AS COISAS MUDAM

Percebi que os passeios daquela senhora haviam diminuído. Antigamente, quando os trinta dias de férias, após um ano de trabalho estavam por vir, ela deixava transparecer sua expectativa, torcendo para que chegasse logo. Gostava de passear. Durante as férias, seu hábito era visitar parentes, irmãos, cunhados e até primos e primas. Conservava aqueles laços de parentesco através de visitas que fazia anualmente. Esse procedimento lhe proporcionava prazeres que também eram partilhados pelo marido e pelos visitados. 

Nesse ano, notei que havia mudado de comportamento. Ao se aproximar o início do descanso, não estava mais com aquele entusiasmo do passado. Não conversava com os colegas de trabalho, como sempre fizera,  informando-os dos passeios que programara, nem esparramava transbordamentos de alegria pelos corredores. 

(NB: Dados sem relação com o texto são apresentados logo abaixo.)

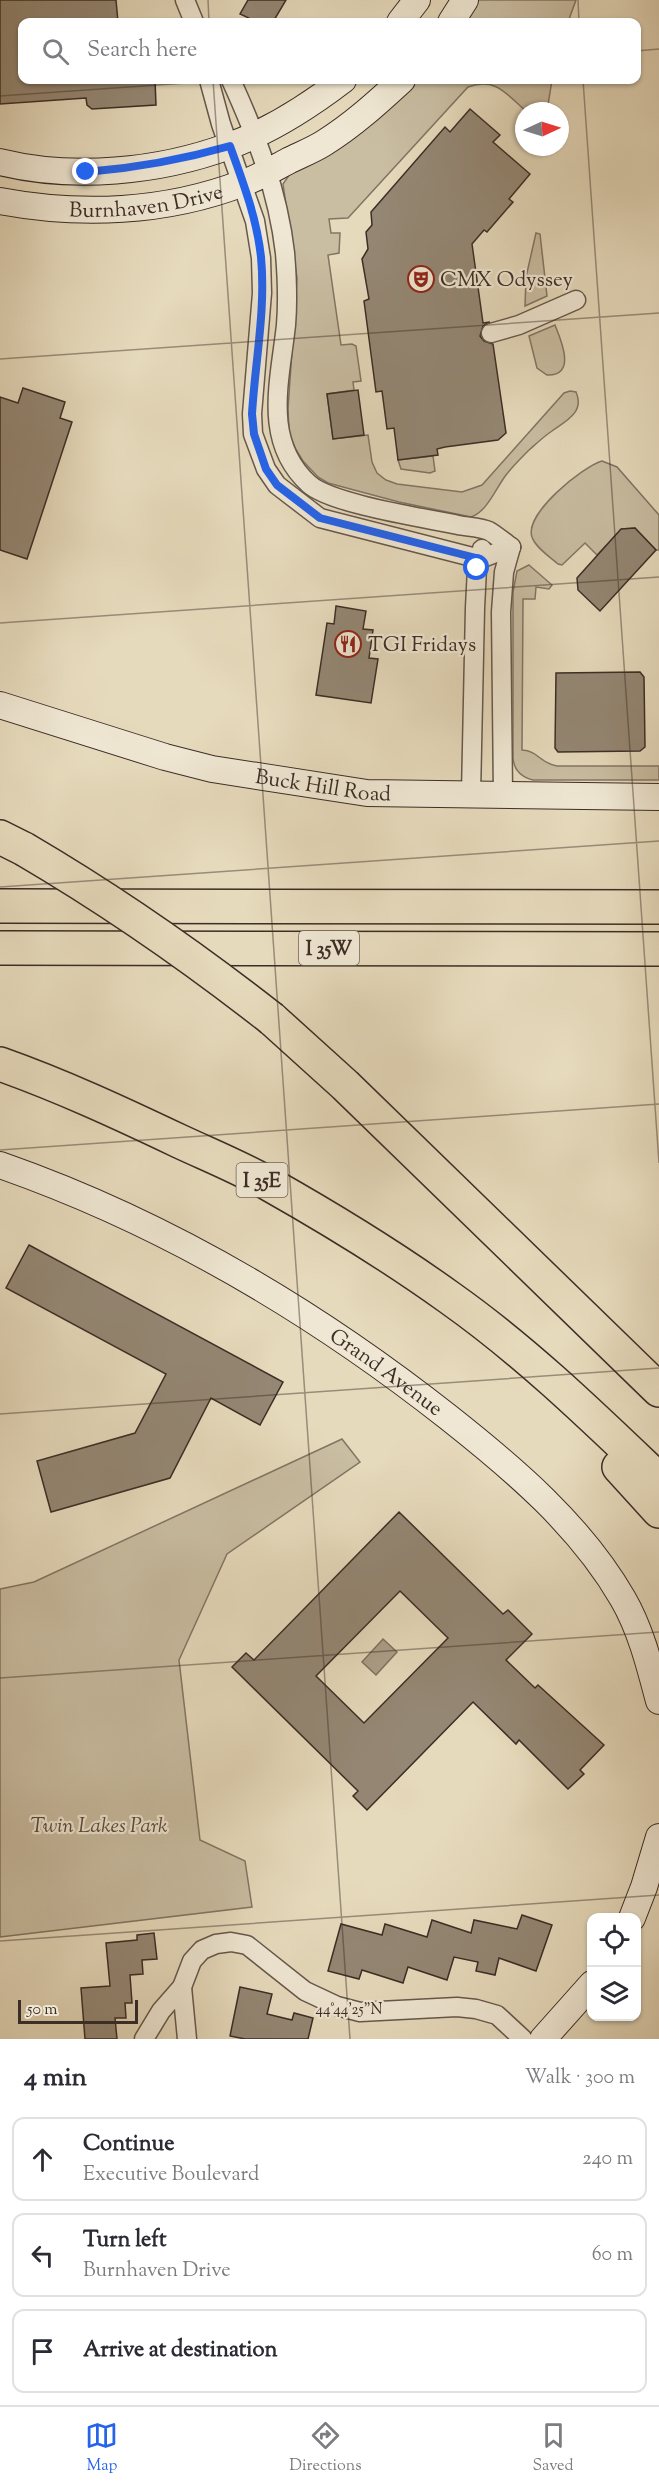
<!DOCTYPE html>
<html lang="en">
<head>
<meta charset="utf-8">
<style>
	body { margin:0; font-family:"Sorts Mill Goudy",serif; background:#f2f2f3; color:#2b2b33 }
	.controls { position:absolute; right:18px; bottom:18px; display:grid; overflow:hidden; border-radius:12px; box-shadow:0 2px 4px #0004 }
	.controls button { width:54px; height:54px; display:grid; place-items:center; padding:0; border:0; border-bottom:2px solid #e1e1e2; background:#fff; color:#2b2b33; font:30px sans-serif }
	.compass { position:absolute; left:515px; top:102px; width:54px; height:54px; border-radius:50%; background:#fff; box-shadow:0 2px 4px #0004; rotate:86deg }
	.scale { position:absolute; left:18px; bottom:15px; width:120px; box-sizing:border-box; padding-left:6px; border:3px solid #3c2d26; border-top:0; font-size:16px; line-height:21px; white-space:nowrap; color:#3c2d26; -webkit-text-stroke:4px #efe7d3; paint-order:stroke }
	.stop { position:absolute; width:18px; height:18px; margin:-14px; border:4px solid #2563eb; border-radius:50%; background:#fff }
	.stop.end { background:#2563eb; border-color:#fff; box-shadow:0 2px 6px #0008 }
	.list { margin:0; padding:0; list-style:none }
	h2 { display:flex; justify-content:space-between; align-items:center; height:78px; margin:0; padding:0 24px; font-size:26px }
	h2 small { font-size:20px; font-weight:400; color:#7c7c81 }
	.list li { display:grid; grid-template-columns:39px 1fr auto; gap:18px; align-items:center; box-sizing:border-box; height:84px; margin:0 12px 12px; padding:0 12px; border:2px solid #e1e1e2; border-radius:12px }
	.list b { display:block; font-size:22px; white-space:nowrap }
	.list p { margin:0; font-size:20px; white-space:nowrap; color:#7c7c81 }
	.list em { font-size:20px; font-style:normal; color:#7c7c81 }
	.icon { flex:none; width:33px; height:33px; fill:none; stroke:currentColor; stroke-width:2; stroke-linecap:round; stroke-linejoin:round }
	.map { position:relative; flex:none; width:659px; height:2039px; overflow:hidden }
	.search { position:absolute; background:#fff; box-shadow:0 2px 4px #0004; left:18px; right:18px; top:18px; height:66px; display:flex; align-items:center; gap:15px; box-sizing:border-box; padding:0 21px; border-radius:12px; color:#7c7c81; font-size:22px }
	.sheet { height:366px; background:#fff }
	nav { display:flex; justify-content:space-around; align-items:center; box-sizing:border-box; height:84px; border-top:2px solid #e1e1e2; background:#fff; font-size:16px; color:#7c7c81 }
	nav a { display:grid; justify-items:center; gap:3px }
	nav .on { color:#2563eb }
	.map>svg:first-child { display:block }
	.green { fill:#c9bda2; stroke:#827564; stroke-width:1.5 }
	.water { fill:#ac9f89; stroke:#7f7161; stroke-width:1.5 }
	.building { fill:#948774; stroke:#3c2d26; stroke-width:1.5; fill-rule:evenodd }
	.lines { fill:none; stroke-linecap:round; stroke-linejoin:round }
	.street-casing { stroke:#66584c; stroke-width:21 }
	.secondary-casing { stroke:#3c2d26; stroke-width:28 }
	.highway-casing { stroke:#3c2d26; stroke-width:36 }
	.street { stroke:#efe7d3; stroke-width:18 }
	.secondary { stroke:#efe7d3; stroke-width:26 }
	.highway { stroke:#e6dabc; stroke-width:33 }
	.highway-bridge-casing { stroke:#3c2d26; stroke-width:36; stroke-linecap:butt }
	.highway-bridge { stroke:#e6dabc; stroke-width:33 }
	.route { stroke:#2563eb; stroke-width:8 }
	.ticks { fill:none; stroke:#3c2d26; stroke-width:1.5; stroke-opacity:0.45 }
	.labels { text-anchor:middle; stroke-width:4.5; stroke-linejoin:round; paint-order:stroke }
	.shield { fill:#efe7d3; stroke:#72655a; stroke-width:1.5 }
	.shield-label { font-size:20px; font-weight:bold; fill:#3c2d26 }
	.street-label { font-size:21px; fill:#3c2d26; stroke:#efe7d3 }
	.poi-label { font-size:21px; fill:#3c2d26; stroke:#efe7d3; text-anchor:start }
	.park-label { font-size:21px; font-style:italic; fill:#584a3f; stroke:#efe7d3 }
	.ticks-label { font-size:15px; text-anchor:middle; fill:#3c2d26; stroke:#efe7d3; stroke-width:4.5; stroke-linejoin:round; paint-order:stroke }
</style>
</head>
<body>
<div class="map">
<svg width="659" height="2039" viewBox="0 0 659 2039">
	<rect width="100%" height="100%" fill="#e6dabc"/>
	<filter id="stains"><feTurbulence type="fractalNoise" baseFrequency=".00333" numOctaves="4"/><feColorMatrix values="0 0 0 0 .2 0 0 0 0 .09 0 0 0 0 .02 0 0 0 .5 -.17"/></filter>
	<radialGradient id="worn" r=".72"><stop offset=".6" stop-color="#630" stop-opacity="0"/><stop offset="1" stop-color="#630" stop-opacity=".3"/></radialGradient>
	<g class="green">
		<polygon points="478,0 576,0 568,22 462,22"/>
		<path d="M417 80H552L547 111H526C506 94 496 77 468 87L348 218 329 219 331 233H340L339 253 328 255 341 345 352 344 356 346 361 381 353 382 354 390 327 394 333 439 368 435 372 462 377 473 386 480 397 484 462 492 482 485 564 393 570 391 576 392C585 412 566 421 552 431 543 437 536 444 528 451 520 459 512 467 506 475 496 488 487 512 471 517L399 502 328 483 318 477 303 461 295 448 289 432 288 409 297 278 283 184 290 174Z"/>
		<polygon points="536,233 540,234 547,296 525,306 526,277"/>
		<path d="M555 325C561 340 577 376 547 375L537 368 529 336Z"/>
		<polygon points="433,456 435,471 430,473 401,469 398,460"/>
		<path d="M602 461 617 467 659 515V550H656L635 528 622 529 597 555 585 543 562 565 558 564C550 557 535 547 532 537 524 514 582 467 602 461Z"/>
		<path d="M529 565 552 585 549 589 536 587 535 599H523L522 750C539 751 539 763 557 766H659V780H533C521 777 514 770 513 758V592L517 571Z"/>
		<polygon points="342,1439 360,1462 227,1554 179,1660 200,1840 245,1861 252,1907 0,1937 0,1589 34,1582"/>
	</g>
	<polygon class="water" points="383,1639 397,1652 376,1675 362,1662"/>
	<g class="building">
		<polygon points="0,0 116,0 118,22 22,22 22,80 155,80 156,105 92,109 87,105 86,98 0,104"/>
		<polygon points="248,0 286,0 273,22 257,22 240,14"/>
		<polygon points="470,109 500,135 493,142 530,174 509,199 513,202 487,232 484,230 472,244 483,323 490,322 483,326 480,336 484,341 493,344 506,433 498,440 445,447 437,449 438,455 398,460 394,428 387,429 382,391 376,392 364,301 369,299 362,259 368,249 366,232 372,225 371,212 445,127 450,132"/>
		<polygon points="23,388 65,402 60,418 72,422 27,559 0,550 0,397 18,403"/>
		<polygon points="358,390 364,435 333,439 327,394"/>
		<polygon points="635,528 656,550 600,611 578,590 577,578 621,529"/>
		<polygon points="336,606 366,611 363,629 373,630 369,658 378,659 371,703 316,695 327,623 334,624"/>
		<polygon points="640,672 644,677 645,747 640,751 558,752 555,748 556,673"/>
		<polygon points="29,1245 283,1382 260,1425 211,1398 170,1478 51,1512 37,1461 135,1433 166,1374 6,1288"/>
		<path d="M399 1512 503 1614 508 1610 532 1634 506 1660 535 1688 538 1685 604 1745 580 1770 584 1774 568 1789 519 1740 516 1744 473 1702 367 1810 353 1796 358 1791 232 1667 246 1653 254 1660ZM400 1591 448 1638 364 1723 316 1676Z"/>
		<polygon points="522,1915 552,1925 536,1971 499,1958 495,1975 476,1971 478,1962 454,1957 447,1980 408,1967 403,1983 362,1970 359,1979 328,1971 341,1924 382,1935 385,1924 427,1937 432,1920 471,1933 474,1920 517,1929"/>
		<polygon points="154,1933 157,1959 142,1960 143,1974 130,1975 132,2003 125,2003 126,2018 115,2018 117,2039 85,2039 81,1988 110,1986 106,1943 137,1940 137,1935"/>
		<polygon points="240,1987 272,1994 267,2014 292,2020 294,2013 313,2018 308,2039 245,2039 230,2036"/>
	</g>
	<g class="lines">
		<defs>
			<g id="street">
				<polyline points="185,0 194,22"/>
				<polyline points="209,80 221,124 255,221 261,258 262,293 252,414 253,434 266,469 277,485 320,518 480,559 511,547"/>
				<path d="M231 80C256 135 278 191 285 253 287 277 288 301 286 325 280 381 262 441 309 484 331 504 425 518 458 525 467 527 480 527 489 531 496 535 504 542 511 547"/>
				<polyline points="491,333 519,325 576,300"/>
				<polyline points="471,794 475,608 477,568 482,549"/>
				<polyline points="503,795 501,612 504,572 511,547"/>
				<polyline points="182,1987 187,2039"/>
				<polyline points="144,2039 161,2011 182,1987 192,1961 202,1950 216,1944 231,1942 247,1945 305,1991 337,2006 360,2012 457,2007 476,2009 497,2015 523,2039"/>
			</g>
			<g id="secondary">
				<polyline points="400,22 417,0"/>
				<polyline points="451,22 465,0"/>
				<path d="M0 162C73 180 159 172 229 146 270 131 309 106 343 80"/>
				<path id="s1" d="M0 201C80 216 165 213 243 183 258 178 273 169 288 161 300 155 313 150 324 143 353 125 378 102 402 80"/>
				<path id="s2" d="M0 705 165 757 212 769 367 793 659 797"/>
				<path id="s3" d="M0 1165C163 1222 312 1310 448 1417 514 1469 581 1526 623 1599 641 1630 650 1667 659 1701"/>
				<polyline points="632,1918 644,1887 659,1837"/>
				<polyline points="543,2039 592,1984"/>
			</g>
			<g id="highway">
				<polyline points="0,837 24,849"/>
				<polyline points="0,906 659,907"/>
				<polyline points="0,948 659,949"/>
				<polyline points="272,1019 345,1085 659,1390"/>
				<path d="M0 1064C62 1086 120 1113 179 1141 209 1155 241 1168 269 1184 331 1219 393 1257 450 1298 525 1351 592 1416 659 1480"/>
				<polyline points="619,1467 659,1511"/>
			</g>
		</defs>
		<use href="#street" class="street-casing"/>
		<use href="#secondary" class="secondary-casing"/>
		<use href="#highway" class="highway-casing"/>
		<use href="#street" class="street"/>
		<use href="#secondary" class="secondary"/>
		<use href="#highway" class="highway"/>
		<defs>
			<path id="highway-bridge" d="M24 849C111 900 193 957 272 1019"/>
		</defs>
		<use href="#highway-bridge" class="highway-bridge-casing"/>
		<use href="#highway-bridge" class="highway-bridge"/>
	</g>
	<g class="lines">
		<path class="route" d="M86 172C137 168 181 160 230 146 243 182 257 219 261 257 266 310 255 362 252 414L254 434 266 469 277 485 320 518 480 559 477 568"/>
	</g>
	<path class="ticks" d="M208 0 209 22M578 0 579 22M636 51 659 49M213 80 350 2039M583 80 659 1163M0 96 229 80M0 359 659 313M0 623 659 577M0 887 659 841M0 1150 659 1104M0 1414 659 1368M0 1678 659 1632M0 1941 659 1895"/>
	<defs>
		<symbol id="theatre-ring" viewBox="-11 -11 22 22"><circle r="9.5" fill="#efe7d3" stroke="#8f2418" stroke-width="1.5"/><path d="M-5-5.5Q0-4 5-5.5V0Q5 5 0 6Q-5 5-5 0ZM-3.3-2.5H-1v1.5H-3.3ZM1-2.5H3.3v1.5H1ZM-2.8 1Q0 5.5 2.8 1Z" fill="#8f2418"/></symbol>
		<symbol id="restaurant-ring" viewBox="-11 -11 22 22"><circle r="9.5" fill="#efe7d3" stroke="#8f2418" stroke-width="1.5"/><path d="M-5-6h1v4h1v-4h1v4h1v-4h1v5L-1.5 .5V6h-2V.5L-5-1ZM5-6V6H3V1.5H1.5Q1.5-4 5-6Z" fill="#8f2418"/></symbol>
	</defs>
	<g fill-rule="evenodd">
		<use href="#theatre-ring" x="406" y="264" width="30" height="30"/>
		<use href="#restaurant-ring" x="333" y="629" width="30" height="30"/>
	</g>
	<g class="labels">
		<g class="shield">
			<rect x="299" y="931" width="60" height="34" rx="4.5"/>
			<rect x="236.5" y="1163" width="51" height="34" rx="4.5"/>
		</g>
		<g class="shield-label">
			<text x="329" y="955">I 35W</text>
			<text x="262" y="1187">I 35E</text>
		</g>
		<g class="street-label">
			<text dy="7" stroke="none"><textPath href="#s1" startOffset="147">Burnhaven Drive</textPath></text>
			<text dy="7" stroke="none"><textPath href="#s2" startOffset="334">Buck Hill Road</textPath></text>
			<text dy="7" stroke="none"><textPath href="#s3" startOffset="440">Grand Avenue</textPath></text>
		</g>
		<g class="poi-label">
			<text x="440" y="286">CMX Odyssey</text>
			<text x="368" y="651">TGI Fridays</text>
		</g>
		<g class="park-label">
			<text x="99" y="1832">Twin Lakes Park</text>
		</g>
	</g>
	<g class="ticks-label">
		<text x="349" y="2014">44°44'25"N</text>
	</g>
	<rect width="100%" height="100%" filter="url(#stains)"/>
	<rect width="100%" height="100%" fill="url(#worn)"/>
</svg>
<div class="controls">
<button><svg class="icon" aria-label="locate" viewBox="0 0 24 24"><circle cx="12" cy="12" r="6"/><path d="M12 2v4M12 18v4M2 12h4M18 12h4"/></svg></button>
<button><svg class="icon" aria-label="layers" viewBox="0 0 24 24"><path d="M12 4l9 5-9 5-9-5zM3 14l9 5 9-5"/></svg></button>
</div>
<svg class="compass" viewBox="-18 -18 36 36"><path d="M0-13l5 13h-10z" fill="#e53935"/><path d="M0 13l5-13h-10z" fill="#7c7c81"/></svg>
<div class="scale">50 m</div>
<div class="stop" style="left:477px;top:568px"></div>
<div class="stop end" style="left:86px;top:172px"></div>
<div class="search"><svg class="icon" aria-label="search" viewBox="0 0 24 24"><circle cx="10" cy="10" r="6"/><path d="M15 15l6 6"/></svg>Search here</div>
</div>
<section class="sheet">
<h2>4 min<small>Walk · 300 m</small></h2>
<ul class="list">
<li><svg class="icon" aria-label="ahead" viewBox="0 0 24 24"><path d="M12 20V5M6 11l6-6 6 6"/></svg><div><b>Continue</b><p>Executive Boulevard</p></div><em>240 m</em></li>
<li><svg class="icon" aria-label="left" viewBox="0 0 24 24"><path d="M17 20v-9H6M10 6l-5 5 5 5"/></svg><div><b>Turn left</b><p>Burnhaven Drive</p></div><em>60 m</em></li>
<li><svg class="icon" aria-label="arrive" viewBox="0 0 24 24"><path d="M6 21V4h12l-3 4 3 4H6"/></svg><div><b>Arrive at destination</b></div></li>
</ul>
</section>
<nav>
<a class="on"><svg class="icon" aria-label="map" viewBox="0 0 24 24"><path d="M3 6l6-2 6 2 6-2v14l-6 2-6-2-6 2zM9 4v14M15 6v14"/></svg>Map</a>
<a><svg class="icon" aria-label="directions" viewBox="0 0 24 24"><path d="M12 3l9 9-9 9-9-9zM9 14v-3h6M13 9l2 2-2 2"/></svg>Directions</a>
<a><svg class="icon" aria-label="saved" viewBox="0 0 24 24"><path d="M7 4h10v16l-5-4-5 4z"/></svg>Saved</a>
</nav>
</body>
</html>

No último dia das mais recentes férias, nem se despediu. Realizou um adeus melancólico, diferente das antigas saídas. Disse apenas que ficaria descansando e ocuparia também o tempo na organização do lar. Não iria para o Mato Grosso, nem para Minas, como programava sempre, nas anuais visitas aos parentes. 

No seu regresso ao trabalho, interroguei-a para que me contasse dos resultados de suas férias. Fazia isso sempre  quando do seu retorno. Disse-me que estava descansada. Tinha sido bom os trinta dias que passara em casa. Assistira melhor o marido. Dera maiores atenções aos filhos, noras e netos e desejava que os anos restantes para a aposentadoria chegassem logo.

Aquele seu comportamento causou-me estranheza. Nunca fora assim. Sempre regressava risonha e, aparentemente outra. Contando maravilhas dos lugares por onde passeara. Depois de observá-la, concluí que com aquele ar de cansada e triste, não aguentaria o trabalho de um novo ano!

A curiosidade levou-me a perguntar-lhe o motivo de não ter ido passear. Surpreenderam-me suas explicações. Disse-me que o irmão, morador do Mato Grosso havia morrido e que também morrera sua irmã e cunhada residentes em Minas Gerais. Acontecera o mesmo com a maioria dos seus colegas de infância. O relacionamento antigo havia se rompido, pois sobrinhos e sobrinhas e o restante do parentesco, demonstravam desinteresse na continuidade daquelas visitas. Não tinham sequer assuntos para discutir. Todos estavam numa outra “onda”, explicou.

A situação dela fez-me parar para um pensamento rápido e vidente: só descobrimos que estamos ficando velhos quando nossos amigos e colegas de infância começam a morrer. Lentamente vamos sendo isolados dos nossos hábitos e costumes e somos colocados à margem dos acontecimentos, à medida que começam a faltar aqueles que nos eram sustentáculos. Nossa língua, hábitos e maneiras de pensar, não evoluem como a daqueles que chegam depois. Isolamo-nos ou nos isolam e o conformismo e a aceitação nos subjuga.

Aquela senhora fora rápida e objetiva. Sem quer forçar, nem se tornar um peixe a nadar fora da sua praia, abandonou as águas distantes e ficou a saborear os locais conhecidos e seguros que ainda poderiam garantir-lhe momentos de prazer.

Comentários

VilmaSouza disse…
Olá

retornando com o meu blog e passarei por aqui pra ler seus posts que gosto tanto. Abraços
Alceu Gehlen França disse…
Boa noite amigo,
Hoje depois de um mês ausente da internet, vim ler o teu blog....
Fiquei preocupado, .... o que está acontecendo amigo, um mês sem escrever....

Não esqueça: "nunca desanimar, embora desanimado".
Meu amigo Alceu,
Há tempos que não ouvia mais o meu velho lema. Quase o tinha esquecido. Como consegues guardar tantas coisas? Foi só uma parada. Volto mais animado ainda. Um grande abraço.